If it seems rather scary and incomprehensible to you, this is normal :), in essence, it decomposes into 2 components, with which we will work.

A detailed and understandable explanation of the essence of this formula will stretch out, and I'm not sure that it is necessary for such a prepared public, so for now let’s omit it, but write, if necessary, add it.

What is the essence of regularization?

The second line of the formula is responsible for regularization, the larger the regularization parameter, the greater the error of the neural network (since the sum of two positive numbers occurs in the whole formula), therefore, in order to reduce the error, it will be necessary to reduce the weight of the neural network, that is, a high regularization coefficient will keep the weights of the neural network small.

Actually, the error function will return us a single value in the float format, which will characterize how correctly our neural network calculates the output signal.
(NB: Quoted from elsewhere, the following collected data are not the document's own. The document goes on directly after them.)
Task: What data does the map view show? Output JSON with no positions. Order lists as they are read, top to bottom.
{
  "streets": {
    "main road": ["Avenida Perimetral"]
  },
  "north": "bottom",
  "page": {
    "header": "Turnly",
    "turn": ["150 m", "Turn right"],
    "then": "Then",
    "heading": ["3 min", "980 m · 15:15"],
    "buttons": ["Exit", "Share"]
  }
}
def costTotal(self, theta, nn, X, y, lamb):
    m = len(X)
    #following string is for fmin_cg computaton
    if type(theta) == np.ndarray: nn['theta'] = self.roll(theta, nn['structure'])
    y = np.matrix(copy.deepcopy(y))
    hAll = self.runAll(nn, X) #feed forward to obtain output of neural network
    cost = self.cost(hAll, y)
    return cost/m+(lamb/(2*m))*self.regul(nn['theta']) #apply regularization

The function returns a neural network error for a given matrix X of input parameters.
Count the first part of the formula, directly the network error

def cost(self, h, y):
    logH=np.log(h)
    log1H=np.log(1-h)
    cost=-1*y.T*logH-(1-y.T)*log1H #transpose y for matrix multiplication
    return cost.sum(axis=0).sum(axis=1) # sum matrix of costs for each output neuron and input vector

Consider regularization

def regul(self, theta):
    reg=0
    thetaLocal=copy.deepcopy(theta)
    for i in range(1,len(thetaLocal)):
        thetaLocal[i]=np.delete(thetaLocal[i],0,1) # delete bias connection
        thetaLocal[i]=np.power(thetaLocal[i], 2) # square the values because they can be negative
        reg+=thetaLocal[i].sum(axis=0).sum(axis=1) # sum at first rows, than columns
    return reg

We allow a cycle through an array with theta matrices since it is assumed that we have a very limited number of layers, performance will not cause much damage.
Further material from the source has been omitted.